The man has actually stated that climate change in the distant past was caused by “dinosaur flatulence.” That’s right—if it hadn’t been for dinosaurs farting uncontrollably, they might have survived, and we’d all be living in one big Jurassic Park now. He thinks current global warming is groundless “liberal claptrap” and part of a conspiracy to “create global government.” But just in case it is a real problem, he suggests one solution: clear-cutting rain forests and replanting baby trees! Never mind that rain forests are the real lungs of the planet, absorbing vast quantities of greenhouse gas CO2 and producing life-sustaining oxygen. It’s a safe bet that Rohrabacher flunked Biology 101.
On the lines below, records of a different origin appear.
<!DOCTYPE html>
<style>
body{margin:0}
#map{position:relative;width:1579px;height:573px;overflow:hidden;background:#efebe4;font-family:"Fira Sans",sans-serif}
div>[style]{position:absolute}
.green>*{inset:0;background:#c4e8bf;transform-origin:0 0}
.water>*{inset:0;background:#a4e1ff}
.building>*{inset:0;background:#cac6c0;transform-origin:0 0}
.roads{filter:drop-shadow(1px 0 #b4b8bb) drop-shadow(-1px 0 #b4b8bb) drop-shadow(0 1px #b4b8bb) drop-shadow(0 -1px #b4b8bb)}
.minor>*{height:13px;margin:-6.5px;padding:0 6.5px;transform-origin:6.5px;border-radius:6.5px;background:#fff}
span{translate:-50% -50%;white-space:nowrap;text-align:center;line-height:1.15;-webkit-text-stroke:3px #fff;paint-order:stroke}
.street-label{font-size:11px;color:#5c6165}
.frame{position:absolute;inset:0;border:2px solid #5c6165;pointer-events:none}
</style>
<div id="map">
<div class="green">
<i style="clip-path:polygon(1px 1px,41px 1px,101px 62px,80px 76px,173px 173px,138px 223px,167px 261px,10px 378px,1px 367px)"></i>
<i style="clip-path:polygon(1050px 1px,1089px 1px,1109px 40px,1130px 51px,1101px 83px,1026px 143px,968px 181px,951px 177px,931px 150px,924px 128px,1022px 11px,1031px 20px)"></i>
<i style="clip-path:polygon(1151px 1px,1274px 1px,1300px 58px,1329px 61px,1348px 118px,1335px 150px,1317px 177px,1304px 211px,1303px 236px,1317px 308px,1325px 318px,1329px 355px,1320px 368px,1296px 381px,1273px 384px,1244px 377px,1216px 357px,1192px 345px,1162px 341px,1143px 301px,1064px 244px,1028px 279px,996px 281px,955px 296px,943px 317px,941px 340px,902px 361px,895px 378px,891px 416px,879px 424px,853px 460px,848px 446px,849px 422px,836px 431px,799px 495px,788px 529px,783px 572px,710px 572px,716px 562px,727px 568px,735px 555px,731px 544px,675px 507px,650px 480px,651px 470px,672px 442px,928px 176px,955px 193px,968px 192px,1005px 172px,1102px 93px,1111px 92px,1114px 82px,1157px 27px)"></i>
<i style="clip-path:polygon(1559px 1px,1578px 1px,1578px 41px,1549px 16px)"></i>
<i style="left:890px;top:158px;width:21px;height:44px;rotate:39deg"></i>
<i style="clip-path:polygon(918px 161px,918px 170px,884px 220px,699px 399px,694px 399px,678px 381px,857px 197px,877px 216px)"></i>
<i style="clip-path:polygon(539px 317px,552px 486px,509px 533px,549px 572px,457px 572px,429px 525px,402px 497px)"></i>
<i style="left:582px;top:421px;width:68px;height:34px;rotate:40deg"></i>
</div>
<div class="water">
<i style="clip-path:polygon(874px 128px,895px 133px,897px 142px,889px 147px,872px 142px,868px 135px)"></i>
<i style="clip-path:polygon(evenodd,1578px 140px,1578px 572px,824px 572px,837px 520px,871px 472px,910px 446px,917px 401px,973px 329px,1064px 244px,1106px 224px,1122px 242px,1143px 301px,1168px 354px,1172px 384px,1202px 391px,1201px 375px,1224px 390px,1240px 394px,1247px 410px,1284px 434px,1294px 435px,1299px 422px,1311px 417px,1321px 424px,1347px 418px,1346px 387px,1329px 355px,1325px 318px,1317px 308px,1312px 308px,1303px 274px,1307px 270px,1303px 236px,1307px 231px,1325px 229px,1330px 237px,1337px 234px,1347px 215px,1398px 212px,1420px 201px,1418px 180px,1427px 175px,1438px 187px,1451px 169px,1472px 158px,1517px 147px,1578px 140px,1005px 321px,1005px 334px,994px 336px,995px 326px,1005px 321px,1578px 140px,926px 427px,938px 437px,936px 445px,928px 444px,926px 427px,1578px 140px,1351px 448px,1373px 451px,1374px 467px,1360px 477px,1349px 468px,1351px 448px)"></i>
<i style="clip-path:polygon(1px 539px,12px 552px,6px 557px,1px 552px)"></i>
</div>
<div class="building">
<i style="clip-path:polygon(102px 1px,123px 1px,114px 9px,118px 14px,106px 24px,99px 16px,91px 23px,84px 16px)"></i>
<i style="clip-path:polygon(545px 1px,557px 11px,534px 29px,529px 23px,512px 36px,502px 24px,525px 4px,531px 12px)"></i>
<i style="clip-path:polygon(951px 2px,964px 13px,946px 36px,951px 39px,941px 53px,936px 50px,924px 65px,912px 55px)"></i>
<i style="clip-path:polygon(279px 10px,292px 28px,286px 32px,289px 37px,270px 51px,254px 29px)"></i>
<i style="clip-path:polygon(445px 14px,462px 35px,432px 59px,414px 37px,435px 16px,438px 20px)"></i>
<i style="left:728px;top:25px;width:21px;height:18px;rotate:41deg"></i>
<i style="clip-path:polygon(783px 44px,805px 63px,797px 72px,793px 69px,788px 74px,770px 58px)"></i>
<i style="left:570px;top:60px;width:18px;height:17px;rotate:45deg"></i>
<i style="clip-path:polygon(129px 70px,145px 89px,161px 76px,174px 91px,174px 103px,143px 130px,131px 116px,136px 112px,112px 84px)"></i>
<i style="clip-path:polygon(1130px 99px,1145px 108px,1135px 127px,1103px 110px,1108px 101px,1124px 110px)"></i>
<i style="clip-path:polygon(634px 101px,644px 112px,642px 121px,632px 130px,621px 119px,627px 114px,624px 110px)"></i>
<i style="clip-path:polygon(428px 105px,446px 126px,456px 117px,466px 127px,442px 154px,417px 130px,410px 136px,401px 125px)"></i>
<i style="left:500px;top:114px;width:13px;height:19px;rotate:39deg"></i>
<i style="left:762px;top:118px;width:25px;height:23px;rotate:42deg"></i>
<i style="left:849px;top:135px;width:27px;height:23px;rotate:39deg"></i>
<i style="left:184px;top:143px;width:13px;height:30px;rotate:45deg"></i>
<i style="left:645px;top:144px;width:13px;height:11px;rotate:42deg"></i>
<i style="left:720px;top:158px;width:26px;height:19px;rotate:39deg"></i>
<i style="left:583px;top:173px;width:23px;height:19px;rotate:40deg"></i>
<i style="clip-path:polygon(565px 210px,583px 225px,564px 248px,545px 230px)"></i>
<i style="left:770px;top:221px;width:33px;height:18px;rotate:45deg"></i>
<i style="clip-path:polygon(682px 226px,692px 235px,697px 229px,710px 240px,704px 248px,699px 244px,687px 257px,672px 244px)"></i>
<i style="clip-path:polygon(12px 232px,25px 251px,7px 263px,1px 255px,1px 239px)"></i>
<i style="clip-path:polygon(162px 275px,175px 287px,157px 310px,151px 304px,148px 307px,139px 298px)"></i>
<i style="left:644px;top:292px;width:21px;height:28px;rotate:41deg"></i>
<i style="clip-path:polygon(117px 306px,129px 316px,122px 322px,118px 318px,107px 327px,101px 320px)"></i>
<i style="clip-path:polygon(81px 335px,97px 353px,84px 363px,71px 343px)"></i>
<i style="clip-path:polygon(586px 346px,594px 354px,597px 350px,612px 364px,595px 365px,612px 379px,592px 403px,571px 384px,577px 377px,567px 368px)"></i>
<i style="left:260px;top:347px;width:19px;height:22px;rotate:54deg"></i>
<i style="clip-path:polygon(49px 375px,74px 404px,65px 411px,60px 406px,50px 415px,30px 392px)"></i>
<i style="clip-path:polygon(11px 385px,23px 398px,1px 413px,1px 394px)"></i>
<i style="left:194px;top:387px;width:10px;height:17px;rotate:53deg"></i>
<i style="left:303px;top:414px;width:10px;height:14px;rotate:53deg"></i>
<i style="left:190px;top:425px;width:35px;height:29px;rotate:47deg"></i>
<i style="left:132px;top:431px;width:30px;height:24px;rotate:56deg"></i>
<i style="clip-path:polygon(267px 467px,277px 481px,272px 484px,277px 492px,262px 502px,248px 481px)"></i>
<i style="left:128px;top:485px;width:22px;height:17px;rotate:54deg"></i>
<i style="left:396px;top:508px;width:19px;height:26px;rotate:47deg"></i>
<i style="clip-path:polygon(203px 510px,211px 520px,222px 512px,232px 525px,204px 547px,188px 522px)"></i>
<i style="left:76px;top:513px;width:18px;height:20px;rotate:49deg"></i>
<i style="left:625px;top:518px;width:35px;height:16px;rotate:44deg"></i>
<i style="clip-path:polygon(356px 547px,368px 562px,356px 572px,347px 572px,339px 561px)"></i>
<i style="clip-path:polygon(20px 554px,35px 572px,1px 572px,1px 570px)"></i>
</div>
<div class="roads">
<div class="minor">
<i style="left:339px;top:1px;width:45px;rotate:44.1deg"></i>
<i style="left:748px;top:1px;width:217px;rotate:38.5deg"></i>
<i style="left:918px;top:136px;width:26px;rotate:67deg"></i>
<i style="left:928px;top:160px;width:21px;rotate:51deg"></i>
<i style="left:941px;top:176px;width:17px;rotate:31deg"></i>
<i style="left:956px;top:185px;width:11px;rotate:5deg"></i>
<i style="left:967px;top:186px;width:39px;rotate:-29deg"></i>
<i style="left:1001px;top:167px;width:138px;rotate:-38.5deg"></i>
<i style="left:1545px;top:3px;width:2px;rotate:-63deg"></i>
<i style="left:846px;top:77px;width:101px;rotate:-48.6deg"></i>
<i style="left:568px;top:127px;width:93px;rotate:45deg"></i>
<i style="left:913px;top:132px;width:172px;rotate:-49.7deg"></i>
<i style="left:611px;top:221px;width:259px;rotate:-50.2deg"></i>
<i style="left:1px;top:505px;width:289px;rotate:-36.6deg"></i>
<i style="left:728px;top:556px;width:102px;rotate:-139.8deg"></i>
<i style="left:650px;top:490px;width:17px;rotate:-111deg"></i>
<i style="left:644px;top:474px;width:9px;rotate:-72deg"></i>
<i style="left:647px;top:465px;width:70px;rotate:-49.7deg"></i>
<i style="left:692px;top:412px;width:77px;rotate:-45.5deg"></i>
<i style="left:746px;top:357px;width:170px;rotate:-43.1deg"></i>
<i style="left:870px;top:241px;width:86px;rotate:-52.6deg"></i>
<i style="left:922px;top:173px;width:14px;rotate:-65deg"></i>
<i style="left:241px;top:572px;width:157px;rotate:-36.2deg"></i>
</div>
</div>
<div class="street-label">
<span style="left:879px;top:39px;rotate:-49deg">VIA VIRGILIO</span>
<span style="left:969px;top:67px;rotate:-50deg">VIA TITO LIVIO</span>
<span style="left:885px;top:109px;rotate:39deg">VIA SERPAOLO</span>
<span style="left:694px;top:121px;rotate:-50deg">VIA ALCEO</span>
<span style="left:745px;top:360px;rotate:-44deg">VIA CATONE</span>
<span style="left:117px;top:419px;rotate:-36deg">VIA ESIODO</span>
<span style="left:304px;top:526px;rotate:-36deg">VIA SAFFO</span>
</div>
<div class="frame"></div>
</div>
About the Robert Kennedy assassination, he once claimed that another Arab had been arrested that night, so it might have been a broader Palestinian plot. True, there are many questions about the RFK hit, but no one aside from Dana the Dunce has ever proposed such a quack theory. Continuing down the garden path to the nuthouse, he suggested that Google was suppressing search results for fellow whack job Dinesh D’Souza’s anti-Obama film, and that Obama actually allowed the four Americans in Benghazi to die in order to ensure his reelection. How the hell that makes sense no one knows. Topping that absurdity, he claimed that the riots at the Charlottesville “Unite the Right” rally last August ensued from a conspiracy of liberals. “It was a setup for these dumb Civil War reenactors,” Rohrabacher said. “It was left-wingers who were manipulating them in order to have this confrontation…to put our President on the spot.”
We can add Logic 101 to Dana’s flunk list. He’s like that lame-ass kid in high school who never did his homework because he was too busy trying to hang with the cool thugs, bullies and future jailbirds. One of his best pals is disgraced lobbyist/con man Jack Abramoff. After helping Abramoff fraudulently obtain a $60-million loan to buy his fleet of casino boats in Florida, Dana described the shyster as a “good person” and “patriot.” He’s also buddy-buddy with Paul Manafort, having received a sizable campaign contribution from the shady Republican operator recently indicted by Robert Mueller’s Russian-collusion investigation.